The students self-selected into groups based on interests. As I had 15 kids per class, the minimum per group was four and the max was six. They then had to discuss how they viewed the topic and who might make for a good interview subject. Each of them only had to interview ONE person, but they needed to make sure they all weren’t interviewing the SAME person (lotta calls from the police chief asking what the hell I was doing, after I forgot to mention that caveat one year after a particularly rough Pub Crawl Season…)

So, let’s say the topic was Pub Crawl, our twice-per-year event involving way too much day drinking that drives cops nuts and makes the kids do crazy stuff (one year, a young woman dove off her second-floor porch toward a kiddie pool in a back yard. She missed, but survived.)

Here’s how this would go:

Bobby: “OK, I know the police chief so I’ll interview him about what they’re doing different this year and what they want students to do.”

Susie: “Cool… I know a bouncer at The Drunken Clam who has to work on pub crawl and he’s worked the last five, so I’ll talk to him.”

Janie: “I know a girl coming down here for her first pub crawl from way out near Crivitz, so I’ll ask her about how she found it and why she’s coming.”

Nate: “Nice! I know two people who go every year, so I’ll get both of them!”

Clare: “My landlord has buildings all along Main Street and they always get trashed during Pub Crawl. I’ll talk to her about that.”

Troy: “I know a bartender at St. Elmo’s so I’ll interview her about her experiences at Pub Crawl.”

Each of these students then goes off and interviews their person and they send me the transcript of those interviews, along with any other information they found that they want to share. This could include links to previous stories on Pub Crawl, background on the sources and other such things.

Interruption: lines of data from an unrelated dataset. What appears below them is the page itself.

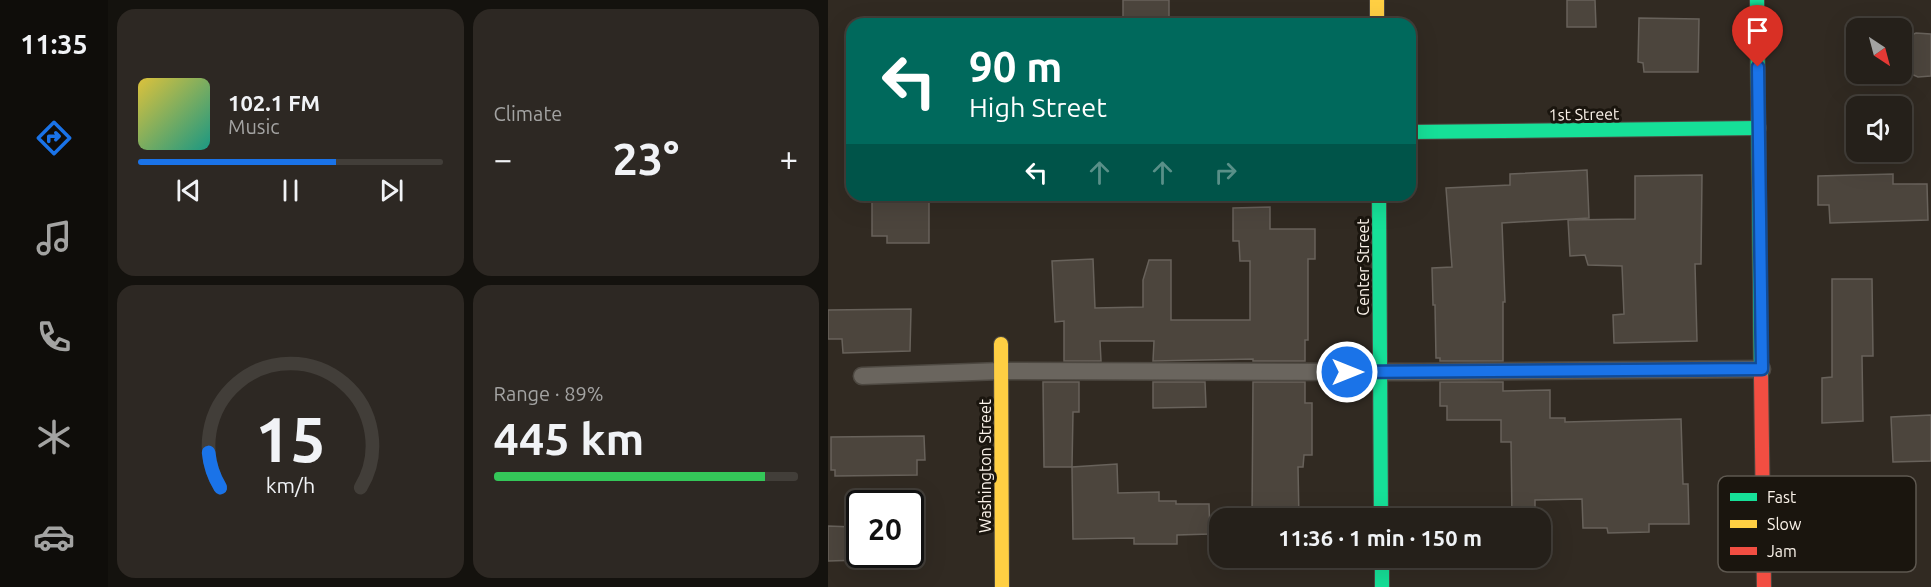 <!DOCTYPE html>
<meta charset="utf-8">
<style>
:root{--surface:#25201a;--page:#2d2823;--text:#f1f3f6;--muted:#a3a3a2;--line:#423e39;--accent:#1a73e8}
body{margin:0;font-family:Ubuntu,sans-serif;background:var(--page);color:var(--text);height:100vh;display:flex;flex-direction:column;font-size:22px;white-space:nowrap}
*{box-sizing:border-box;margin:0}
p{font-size:20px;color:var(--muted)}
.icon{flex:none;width:33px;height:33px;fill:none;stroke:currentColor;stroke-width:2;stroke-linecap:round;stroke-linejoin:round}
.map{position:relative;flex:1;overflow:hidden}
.drawer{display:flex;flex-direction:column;gap:9px;padding:9px;background:#14120e;width:720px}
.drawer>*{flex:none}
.banner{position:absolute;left:18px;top:18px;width:570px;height:183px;border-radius:18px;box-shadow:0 6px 24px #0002,0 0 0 2px var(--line);background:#00695c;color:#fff;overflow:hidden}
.needle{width:39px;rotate:144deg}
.fabs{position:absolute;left:1018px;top:18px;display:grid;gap:12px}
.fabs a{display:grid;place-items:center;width:66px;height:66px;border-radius:12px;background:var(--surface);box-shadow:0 6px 24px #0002,0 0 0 2px var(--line);font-size:30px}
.speed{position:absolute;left:18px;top:490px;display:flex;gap:12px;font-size:30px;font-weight:700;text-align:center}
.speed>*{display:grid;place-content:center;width:78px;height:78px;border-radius:50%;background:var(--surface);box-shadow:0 6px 24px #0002,0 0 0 2px var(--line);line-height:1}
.speed .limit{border:3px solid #111;border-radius:9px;background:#fff;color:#111}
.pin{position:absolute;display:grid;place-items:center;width:51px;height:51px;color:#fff;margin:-62px -26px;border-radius:50% 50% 50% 0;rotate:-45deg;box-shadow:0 0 6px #0007}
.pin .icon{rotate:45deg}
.me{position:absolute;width:66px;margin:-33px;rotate:90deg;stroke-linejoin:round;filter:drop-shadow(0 0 4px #0008)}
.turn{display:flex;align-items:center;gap:21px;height:126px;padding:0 24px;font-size:27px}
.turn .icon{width:78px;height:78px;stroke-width:2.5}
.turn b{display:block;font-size:42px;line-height:51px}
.lanes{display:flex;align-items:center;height:57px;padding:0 24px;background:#0003;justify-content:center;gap:30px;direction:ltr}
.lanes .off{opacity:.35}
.big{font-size:45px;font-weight:600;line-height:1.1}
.drawer .tile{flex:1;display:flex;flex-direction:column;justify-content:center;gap:9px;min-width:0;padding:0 21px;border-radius:18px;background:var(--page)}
.drawer .dial{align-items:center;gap:0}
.dial svg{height:156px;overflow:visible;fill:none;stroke:var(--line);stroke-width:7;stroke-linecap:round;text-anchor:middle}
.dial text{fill:var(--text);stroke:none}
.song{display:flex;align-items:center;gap:18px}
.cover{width:72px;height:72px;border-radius:9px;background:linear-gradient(135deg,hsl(50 70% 55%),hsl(170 70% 35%))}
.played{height:6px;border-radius:3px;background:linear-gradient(90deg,var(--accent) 65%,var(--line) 65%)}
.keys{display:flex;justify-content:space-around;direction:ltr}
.heat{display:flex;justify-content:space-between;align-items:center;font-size:33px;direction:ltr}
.charge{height:9px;border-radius:4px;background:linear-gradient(90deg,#34c759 89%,var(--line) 0)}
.drawer .tiles{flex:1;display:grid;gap:9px;grid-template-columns:repeat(2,1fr)}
.trip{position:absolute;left:381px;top:508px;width:342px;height:60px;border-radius:18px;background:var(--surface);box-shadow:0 6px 24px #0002,0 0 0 2px var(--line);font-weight:600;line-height:60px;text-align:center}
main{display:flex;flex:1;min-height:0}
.dock{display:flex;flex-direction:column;width:108px;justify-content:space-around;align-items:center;background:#0f0d0a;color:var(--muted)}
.dock .icon{width:42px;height:42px}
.dock .on{color:var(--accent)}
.dock b{font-size:27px;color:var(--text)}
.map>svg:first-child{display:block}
.building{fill:#4c453d;stroke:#68625b;stroke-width:1.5}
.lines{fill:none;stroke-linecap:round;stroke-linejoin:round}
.lane-casing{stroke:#4d4841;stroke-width:19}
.fast-casing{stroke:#4d4841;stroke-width:16}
.slow-casing{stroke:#4d4841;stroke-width:16}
.jam-casing{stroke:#4d4841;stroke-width:16}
.lane{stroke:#6a655e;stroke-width:16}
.fast{stroke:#16e098;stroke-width:14}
.slow{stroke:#ffcf43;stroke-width:14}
.jam{stroke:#f24e42;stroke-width:14}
.route-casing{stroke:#114b97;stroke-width:15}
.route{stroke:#1a73e8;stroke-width:10}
.labels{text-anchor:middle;stroke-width:6;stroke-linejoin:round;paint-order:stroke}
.street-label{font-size:16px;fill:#fbf3ea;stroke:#1a150e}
.key{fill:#1a150e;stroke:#5e5850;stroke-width:1.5}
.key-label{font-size:16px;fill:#fbf3ea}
</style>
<main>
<nav class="dock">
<b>11:35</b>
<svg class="icon on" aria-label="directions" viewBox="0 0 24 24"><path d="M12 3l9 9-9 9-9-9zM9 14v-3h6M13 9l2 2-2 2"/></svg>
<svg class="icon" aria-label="music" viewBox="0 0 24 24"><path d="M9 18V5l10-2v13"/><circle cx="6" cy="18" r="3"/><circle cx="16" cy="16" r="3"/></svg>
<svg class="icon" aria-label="phone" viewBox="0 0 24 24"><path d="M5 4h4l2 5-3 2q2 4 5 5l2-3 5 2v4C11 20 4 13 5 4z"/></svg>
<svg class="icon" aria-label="climate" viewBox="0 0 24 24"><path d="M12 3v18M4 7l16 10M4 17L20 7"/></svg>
<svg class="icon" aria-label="car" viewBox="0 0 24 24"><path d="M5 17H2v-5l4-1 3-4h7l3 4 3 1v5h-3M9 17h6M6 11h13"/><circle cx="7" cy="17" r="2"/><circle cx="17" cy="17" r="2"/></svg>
</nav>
<section class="drawer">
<div class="tiles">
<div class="tile">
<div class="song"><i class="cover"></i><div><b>102.1 FM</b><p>Music</p></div></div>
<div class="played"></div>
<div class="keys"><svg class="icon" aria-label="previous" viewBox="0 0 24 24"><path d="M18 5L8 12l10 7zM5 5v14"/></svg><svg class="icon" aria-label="pause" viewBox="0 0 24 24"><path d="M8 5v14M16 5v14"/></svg><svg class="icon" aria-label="next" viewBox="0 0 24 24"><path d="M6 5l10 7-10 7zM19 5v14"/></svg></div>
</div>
<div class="tile"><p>Climate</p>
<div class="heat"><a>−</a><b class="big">23°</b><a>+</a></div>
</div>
<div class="tile dial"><svg viewBox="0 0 100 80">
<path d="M14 69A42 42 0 1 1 86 69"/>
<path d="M14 69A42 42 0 0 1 8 51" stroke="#1a73e8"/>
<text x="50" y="56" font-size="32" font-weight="700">15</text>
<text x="50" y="72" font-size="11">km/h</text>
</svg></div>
<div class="tile"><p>Range · 89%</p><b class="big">445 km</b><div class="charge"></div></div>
</div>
</section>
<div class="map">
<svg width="1103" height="587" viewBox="0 0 1103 587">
<rect width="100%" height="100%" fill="#312a22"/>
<!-- building -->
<g class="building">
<rect x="295" y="0" width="46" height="24"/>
<path d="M739,0H767L768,27H739Z"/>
<path d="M811,18L871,19L870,72H816L815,63L810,62Z"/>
<path d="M1088,33L1103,34V76L1090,77L1074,70V42L1081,36Z"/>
<path d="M759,170L761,218L674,223L677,302H675V361H612V358H608L607,305H605L604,268L624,267L618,188L682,185V174Z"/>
<path d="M1065,174V184H1099L1100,220L1002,223L1001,205H990V176Z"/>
<path d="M874,175L873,264H867L869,341L786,343L785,315L796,314L794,266L760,265L757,255L742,256L740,220L807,219V176Z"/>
<path d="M44,195H101V243H59V236H44Z"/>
<path d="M442,207V229H487V259H480V340H477V361H425V359L325,361L326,341H272L273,361H236V321L227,322L224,261L265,259L267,308L315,307V280L321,260H343V320H422V261H412L411,241H405V208Z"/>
<path d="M1004,279H1044L1045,356H1034L1035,421L994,423V378L1004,377Z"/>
<path d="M83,309L82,351L15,353L14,339H0V310Z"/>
<path d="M215,382H251V412H245L244,467H216Z"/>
<path d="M325,382H377L378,407L325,408Z"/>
<path d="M425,382H477V403H484V455H476L475,467H470L471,519H424Z"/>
<path d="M612,382H675V391L722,390V418H737V422L853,419L855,484H860L861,524H821V532L780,533L779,528H755L754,499L707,500V519H684L683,442H673V420H619V406H612Z"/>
<path d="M1103,415V461L1065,462L1063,417Z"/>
<path d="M96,436L97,460H89V475L7,476V470H3V437Z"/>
<path d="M289,464L290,493L331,492V501H348V504H381L382,534L349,535V544H306V538L245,539L244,467Z"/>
<path d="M0,526L25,527L33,560L0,561Z"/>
</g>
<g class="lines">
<defs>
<path id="lane" d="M34,376L173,371L594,372L934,369"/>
<g id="fast">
<path d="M929,0L933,377"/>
<path d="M582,132L931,128"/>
<path d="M551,195L553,519"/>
<path d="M554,558V587"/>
</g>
<g id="slow">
<path d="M549,0V24"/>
<path d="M173,344L174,587"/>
</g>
<path id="jam" d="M933,377L936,587"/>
</defs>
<!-- lane casing -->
<use href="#lane" class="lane-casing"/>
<!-- fast casing -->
<use href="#fast" class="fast-casing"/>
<!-- slow casing -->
<use href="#slow" class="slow-casing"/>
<!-- jam casing -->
<use href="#jam" class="jam-casing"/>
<!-- lane -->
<use href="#lane" class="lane"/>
<!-- fast -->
<use href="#fast" class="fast"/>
<!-- slow -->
<use href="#slow" class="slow"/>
<!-- jam -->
<use href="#jam" class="jam"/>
</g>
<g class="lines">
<defs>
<path id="route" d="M519,372L934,369L930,67"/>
</defs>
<!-- route casing -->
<use href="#route" class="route-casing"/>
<!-- route -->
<use href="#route" class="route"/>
</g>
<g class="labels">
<!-- street labels -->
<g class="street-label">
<text transform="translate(756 114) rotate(-1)" y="6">1st Street</text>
<text transform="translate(535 267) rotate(-90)" y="6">Center Street</text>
<text transform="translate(157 466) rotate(-90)" y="6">Washington Street</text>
</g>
</g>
<!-- legend -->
<rect x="890" y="476" width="198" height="96" rx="9" class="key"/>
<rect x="902" y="493" width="27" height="8" fill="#16e098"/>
<rect x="902" y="520" width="27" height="8" fill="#ffcf43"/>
<rect x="902" y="547" width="27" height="8" fill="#f24e42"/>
<g class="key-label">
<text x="939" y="503">Fast</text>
<text x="939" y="530">Slow</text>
<text x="939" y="557">Jam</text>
</g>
</svg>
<div class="fabs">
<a><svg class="needle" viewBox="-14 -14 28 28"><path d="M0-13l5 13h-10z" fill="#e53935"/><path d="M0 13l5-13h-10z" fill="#a3a3a2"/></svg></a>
<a><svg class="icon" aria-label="sound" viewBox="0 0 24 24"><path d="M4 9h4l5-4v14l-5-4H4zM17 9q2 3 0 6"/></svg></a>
</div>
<div class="speed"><div class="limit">20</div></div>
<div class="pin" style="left:930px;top:67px;background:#d93025"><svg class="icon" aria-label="arrive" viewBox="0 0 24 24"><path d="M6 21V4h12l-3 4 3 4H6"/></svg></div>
<svg class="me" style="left:519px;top:372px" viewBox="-20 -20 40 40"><circle r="17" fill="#1a73e8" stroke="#fff" stroke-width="3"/><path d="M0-11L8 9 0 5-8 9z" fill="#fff"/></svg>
<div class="trip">11:36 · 1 min · 150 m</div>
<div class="banner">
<div class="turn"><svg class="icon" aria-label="left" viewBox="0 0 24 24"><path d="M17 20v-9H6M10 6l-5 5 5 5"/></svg><div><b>90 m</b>High Street</div></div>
<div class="lanes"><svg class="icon" aria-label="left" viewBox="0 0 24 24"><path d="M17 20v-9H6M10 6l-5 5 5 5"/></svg><svg class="icon off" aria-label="ahead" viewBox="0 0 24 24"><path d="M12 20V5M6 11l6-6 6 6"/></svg><svg class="icon off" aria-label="ahead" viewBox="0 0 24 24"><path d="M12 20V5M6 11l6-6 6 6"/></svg><svg class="icon off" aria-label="right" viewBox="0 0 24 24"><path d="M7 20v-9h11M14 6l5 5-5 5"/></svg></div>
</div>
</div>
</main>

I then put all of that material together into one big file for that group and call it something like “Pub Crawl RAW” so they all know it’s the raw material. Then, when they come to lab, they have to write a draft of a story based on whatever is in there that they want to use. They only need to do a two-page, typed, double-spaced piece on that topic. They can pick any angle they want. They only need to include TWO sources, but they can include as many as they see to be helpful in telling the story.

It’s like the old “pot luck suppers” we used to have at church or family gatherings: Everyone brings something and you can eat whatever you want.

That means that Bobby might decide not to use his interview from the police chief, but instead take the info from the bouncer and the bartender and do a “What it’s like to work on Pub Crawl” story. Clare might use her landlord and the police chief interview to talk about the negative aspects of Pub Crawl. Others might do the “why we love Pub Crawl” stories from the perspectives of the student interview.

After they file their stories, we go through the typical drafting processes with edits and suggestions and so forth.

This year, it was a bit tougher because a) half of my students were missing and b) it was hard to get interviews with people because students couldn’t go anywhere. What we came up with was kind of a compromise:

They went through the pitch process and got it down to three topics per class. I then agreed to either pull old interviews from previous classes and “freshen” them with updated information about life these days, or I agreed to make up content out of whole cloth after interviewing them a bit on the topic and digging around for other information. I then made up the names of the people, so there was no confusion, and they went about writing the stories.

I freely admit, I wish I could give them more experience in interviewing. However, in talking to them, I got the sense that they were afraid of going places (we’re a hot, hot, hot spot for the virus) and if they did this, the interviews would likely be weak as hell, which would impact the writing.

Still, this seems to be working, so I thought I’d share the stuff with anyone who needs it. The four topics (Spring Break, General Education Courses, TikTok and Movies/Theaters) are at the top of the Corona Hotline for Journalism Instructors Page, so feel free to grab whatever you want and use it however you want. I did some work to eliminate names and local references, but you might want to give this a look before you ship it out to the kids and they ask, “What the hell is a Kwik Trip?”

Hope this helps. Feedback is always welcome.